Some of these links explain that better than I could:

We mostly think about the Heap because that's where the Java objects are created. Garbage Collection is mostly about recovering space there after they are no longer in use, so we can create more objects later. The Heap is likely the largest area of memory in use by the JVM, however there are other areas that get used for other purposes as described in those links.

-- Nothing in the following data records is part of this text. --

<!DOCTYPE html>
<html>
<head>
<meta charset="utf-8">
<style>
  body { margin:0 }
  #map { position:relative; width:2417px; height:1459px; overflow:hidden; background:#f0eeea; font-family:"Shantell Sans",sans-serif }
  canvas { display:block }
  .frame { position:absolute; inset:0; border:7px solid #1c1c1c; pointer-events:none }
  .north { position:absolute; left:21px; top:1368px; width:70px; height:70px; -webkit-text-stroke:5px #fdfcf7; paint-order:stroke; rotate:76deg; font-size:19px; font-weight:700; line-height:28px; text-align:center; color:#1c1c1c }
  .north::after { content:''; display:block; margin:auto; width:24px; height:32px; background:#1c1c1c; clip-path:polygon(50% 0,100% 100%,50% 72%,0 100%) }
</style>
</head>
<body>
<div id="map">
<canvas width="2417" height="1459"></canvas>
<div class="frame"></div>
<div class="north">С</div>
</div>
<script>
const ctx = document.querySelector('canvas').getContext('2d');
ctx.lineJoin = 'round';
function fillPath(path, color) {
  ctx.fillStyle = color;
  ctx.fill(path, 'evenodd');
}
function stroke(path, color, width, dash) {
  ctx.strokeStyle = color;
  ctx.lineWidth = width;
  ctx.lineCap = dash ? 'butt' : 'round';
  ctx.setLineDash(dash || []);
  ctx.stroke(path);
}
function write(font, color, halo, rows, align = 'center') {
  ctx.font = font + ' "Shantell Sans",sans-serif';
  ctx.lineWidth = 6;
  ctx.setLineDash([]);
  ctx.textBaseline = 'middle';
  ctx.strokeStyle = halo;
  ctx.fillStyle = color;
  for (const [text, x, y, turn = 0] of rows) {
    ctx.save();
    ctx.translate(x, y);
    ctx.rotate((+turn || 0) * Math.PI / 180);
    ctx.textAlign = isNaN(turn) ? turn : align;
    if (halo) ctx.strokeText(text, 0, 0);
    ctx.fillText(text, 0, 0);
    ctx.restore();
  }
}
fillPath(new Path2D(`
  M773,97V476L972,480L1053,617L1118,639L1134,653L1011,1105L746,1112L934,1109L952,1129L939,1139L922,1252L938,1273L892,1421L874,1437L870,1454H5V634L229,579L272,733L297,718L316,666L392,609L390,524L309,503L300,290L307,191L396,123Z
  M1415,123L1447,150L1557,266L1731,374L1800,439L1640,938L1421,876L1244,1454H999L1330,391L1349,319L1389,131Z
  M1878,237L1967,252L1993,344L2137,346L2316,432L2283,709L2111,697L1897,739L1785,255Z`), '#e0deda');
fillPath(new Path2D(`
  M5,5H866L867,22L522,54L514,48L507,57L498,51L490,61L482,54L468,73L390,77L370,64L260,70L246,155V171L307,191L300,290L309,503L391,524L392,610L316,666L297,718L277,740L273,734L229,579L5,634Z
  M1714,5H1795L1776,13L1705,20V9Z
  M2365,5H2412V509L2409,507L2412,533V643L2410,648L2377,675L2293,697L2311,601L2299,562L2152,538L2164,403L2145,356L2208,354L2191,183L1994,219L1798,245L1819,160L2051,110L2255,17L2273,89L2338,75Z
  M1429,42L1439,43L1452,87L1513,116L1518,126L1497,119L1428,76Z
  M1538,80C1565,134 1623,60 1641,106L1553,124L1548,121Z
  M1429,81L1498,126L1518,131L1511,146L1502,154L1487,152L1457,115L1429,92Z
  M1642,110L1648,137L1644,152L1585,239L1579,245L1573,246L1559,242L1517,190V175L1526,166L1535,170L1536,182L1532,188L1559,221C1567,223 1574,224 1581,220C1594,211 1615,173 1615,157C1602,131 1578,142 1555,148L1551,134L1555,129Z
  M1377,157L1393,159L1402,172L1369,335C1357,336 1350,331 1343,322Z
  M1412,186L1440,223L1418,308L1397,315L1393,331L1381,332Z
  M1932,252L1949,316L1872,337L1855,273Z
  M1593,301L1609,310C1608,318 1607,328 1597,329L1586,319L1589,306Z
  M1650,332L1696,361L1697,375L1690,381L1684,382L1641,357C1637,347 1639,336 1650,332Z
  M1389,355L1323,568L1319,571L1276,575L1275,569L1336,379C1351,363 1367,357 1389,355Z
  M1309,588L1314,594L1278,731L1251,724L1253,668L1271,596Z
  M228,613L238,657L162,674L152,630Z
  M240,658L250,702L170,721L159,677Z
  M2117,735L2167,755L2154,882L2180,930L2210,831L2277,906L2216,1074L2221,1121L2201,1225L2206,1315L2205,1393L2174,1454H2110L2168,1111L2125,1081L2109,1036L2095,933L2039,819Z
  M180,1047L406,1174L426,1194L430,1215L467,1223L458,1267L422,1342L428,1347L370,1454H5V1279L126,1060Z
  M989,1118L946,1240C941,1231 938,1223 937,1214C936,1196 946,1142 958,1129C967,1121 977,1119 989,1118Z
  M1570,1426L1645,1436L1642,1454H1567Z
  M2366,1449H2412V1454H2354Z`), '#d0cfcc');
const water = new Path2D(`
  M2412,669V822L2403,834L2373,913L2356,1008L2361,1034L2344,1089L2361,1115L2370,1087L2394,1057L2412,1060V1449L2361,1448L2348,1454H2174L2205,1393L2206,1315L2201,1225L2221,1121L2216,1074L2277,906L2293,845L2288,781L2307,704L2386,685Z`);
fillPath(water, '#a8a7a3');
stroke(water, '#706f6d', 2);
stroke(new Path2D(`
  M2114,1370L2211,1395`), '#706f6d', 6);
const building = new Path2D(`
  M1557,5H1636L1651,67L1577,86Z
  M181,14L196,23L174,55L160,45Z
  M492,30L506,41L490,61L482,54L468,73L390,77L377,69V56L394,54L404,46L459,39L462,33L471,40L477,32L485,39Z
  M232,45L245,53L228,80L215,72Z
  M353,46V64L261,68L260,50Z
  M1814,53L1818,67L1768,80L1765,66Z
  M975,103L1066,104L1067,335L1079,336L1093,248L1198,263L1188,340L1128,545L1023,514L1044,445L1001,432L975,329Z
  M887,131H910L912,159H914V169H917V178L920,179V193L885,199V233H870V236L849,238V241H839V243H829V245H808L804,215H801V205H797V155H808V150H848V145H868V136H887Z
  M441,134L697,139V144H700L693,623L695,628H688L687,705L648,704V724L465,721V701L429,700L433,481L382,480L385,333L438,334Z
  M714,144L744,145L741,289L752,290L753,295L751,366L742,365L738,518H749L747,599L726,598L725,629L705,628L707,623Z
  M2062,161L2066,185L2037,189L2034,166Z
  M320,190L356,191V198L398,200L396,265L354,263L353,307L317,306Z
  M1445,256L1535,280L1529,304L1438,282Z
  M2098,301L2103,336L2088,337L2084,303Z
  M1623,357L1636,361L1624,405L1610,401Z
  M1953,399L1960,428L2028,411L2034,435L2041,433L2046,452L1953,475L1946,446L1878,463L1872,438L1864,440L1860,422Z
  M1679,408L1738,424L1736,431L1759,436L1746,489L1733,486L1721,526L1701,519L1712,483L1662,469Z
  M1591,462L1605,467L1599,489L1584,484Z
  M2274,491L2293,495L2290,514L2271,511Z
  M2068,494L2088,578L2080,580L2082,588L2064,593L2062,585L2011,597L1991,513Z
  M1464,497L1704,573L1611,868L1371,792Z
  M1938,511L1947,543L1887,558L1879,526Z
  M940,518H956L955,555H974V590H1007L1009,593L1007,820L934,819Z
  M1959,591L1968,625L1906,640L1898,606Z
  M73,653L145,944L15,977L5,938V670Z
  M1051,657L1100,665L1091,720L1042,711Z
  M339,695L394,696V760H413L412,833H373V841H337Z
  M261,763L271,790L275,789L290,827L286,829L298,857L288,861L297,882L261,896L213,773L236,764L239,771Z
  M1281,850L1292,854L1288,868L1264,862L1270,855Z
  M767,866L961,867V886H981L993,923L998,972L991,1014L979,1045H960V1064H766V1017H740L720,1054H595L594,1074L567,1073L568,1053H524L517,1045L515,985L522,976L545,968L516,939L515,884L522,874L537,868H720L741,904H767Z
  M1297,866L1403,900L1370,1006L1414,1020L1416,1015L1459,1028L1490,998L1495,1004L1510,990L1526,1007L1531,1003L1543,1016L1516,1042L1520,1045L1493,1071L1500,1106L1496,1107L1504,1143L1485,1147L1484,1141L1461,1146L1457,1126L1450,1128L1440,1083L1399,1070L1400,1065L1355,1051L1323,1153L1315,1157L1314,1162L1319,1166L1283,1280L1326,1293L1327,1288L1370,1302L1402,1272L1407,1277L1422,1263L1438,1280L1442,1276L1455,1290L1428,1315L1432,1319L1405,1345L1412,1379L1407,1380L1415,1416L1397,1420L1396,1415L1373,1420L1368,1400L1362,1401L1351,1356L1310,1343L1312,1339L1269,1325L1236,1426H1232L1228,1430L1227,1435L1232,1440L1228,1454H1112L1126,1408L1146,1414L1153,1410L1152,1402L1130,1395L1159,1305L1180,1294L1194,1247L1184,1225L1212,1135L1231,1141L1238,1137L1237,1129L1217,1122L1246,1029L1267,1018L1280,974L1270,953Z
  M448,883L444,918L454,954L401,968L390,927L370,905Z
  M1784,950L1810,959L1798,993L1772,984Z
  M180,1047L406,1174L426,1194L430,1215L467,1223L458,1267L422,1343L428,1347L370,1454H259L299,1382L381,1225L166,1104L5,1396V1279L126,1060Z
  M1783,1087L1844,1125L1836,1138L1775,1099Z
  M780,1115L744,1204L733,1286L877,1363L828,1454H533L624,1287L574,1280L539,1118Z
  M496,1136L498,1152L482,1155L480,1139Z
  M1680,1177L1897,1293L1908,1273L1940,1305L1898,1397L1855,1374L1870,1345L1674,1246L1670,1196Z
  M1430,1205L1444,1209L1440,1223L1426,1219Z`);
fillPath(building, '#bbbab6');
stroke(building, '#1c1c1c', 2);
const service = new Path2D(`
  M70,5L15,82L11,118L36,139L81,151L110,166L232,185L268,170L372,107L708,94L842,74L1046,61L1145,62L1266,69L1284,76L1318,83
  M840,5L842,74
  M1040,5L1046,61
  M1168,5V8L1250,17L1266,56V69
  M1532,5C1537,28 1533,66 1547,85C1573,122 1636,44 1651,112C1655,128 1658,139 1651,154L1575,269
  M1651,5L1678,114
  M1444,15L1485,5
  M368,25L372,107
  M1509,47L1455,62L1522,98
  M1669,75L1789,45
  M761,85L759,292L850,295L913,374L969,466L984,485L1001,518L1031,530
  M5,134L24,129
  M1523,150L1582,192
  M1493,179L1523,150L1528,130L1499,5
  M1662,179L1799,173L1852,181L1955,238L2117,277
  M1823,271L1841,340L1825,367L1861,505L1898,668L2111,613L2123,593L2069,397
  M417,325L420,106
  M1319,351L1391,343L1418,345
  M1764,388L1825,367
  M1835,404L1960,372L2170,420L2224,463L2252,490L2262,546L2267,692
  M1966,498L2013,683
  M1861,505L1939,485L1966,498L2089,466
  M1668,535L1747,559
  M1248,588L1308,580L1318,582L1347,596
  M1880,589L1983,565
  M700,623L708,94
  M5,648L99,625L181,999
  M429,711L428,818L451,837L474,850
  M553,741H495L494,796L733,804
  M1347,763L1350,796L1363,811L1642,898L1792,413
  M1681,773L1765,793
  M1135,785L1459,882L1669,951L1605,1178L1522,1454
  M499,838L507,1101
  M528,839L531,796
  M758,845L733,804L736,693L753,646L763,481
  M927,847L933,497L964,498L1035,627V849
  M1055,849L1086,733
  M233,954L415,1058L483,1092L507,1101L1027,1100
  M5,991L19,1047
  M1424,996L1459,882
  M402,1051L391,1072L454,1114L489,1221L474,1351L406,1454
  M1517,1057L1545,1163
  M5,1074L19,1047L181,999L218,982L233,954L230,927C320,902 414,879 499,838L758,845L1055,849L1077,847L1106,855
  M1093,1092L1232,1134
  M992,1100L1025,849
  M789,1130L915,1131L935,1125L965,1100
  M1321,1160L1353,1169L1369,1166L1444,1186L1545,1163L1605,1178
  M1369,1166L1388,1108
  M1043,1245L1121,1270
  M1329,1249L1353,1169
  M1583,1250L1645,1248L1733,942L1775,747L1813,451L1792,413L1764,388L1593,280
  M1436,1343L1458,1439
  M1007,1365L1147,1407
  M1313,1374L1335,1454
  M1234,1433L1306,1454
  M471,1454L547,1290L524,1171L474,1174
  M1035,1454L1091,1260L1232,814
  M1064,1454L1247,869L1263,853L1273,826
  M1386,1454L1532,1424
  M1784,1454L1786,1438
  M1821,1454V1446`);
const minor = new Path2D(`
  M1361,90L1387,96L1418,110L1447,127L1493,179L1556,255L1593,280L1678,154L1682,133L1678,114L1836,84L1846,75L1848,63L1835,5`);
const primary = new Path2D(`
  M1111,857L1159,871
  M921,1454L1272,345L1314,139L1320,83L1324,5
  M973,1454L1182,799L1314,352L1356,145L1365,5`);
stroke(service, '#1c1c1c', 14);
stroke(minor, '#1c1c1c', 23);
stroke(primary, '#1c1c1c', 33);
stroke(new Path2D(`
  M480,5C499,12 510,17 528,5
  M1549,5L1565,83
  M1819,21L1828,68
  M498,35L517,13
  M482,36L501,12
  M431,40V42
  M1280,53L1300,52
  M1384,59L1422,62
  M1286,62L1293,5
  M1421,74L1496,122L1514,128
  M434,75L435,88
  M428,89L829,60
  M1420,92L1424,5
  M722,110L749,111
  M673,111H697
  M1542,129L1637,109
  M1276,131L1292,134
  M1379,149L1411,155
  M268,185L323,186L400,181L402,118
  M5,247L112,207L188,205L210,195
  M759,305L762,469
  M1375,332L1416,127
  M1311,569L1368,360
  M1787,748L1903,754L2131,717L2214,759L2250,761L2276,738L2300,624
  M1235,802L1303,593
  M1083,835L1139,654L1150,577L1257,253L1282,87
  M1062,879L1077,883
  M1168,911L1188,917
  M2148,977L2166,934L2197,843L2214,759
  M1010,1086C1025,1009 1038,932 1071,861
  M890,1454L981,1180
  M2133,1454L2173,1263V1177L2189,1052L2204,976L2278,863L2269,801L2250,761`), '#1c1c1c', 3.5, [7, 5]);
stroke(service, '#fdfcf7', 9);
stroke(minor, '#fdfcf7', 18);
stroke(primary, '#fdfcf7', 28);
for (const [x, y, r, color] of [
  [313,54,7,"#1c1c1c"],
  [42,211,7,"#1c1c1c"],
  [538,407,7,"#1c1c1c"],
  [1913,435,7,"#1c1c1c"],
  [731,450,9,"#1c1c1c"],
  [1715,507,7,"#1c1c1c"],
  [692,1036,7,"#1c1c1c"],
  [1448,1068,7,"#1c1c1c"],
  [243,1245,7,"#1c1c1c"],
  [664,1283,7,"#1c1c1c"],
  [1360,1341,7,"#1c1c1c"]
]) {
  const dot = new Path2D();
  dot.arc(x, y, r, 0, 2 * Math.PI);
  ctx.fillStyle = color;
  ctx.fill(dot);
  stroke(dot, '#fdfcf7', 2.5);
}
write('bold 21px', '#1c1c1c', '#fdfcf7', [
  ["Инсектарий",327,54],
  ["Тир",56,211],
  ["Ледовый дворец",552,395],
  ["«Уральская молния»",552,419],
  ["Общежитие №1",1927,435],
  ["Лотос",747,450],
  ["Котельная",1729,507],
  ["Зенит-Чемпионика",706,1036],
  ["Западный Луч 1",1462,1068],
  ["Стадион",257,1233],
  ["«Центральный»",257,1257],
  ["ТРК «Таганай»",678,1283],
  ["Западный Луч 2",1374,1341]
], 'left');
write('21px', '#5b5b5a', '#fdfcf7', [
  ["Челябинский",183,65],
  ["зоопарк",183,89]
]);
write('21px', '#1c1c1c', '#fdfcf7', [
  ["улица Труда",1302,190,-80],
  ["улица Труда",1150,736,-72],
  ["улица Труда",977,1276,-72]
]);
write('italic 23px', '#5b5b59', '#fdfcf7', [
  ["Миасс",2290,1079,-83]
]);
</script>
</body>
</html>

Since the Heap is just a portion of the memory used by the JVM, and all of that is just a portion of the OS/system memory, there will likely be enough system memory to run your command in the -XX:OnOutOfMemoryError, because (as rzwitserloot pointed out) what runs is actually a different process. Hopefully it's not a huge program; in my work experience, we just killed the java process (e.g. kill -9 %p) after dumping heap.

It's also interesting that if you get an OutOfMemoryError, it does not necessarily mean that there is absolutely zero heap left. It could mean that a threshold was exceeded where the JVM has decided that it's not making enough progress... that it's having to do more Garbage Collection than is reasonable to keep continuing, and that it might as well give up. See Error java.lang.OutOfMemoryError: GC overhead limit exceeded for more discussion on that.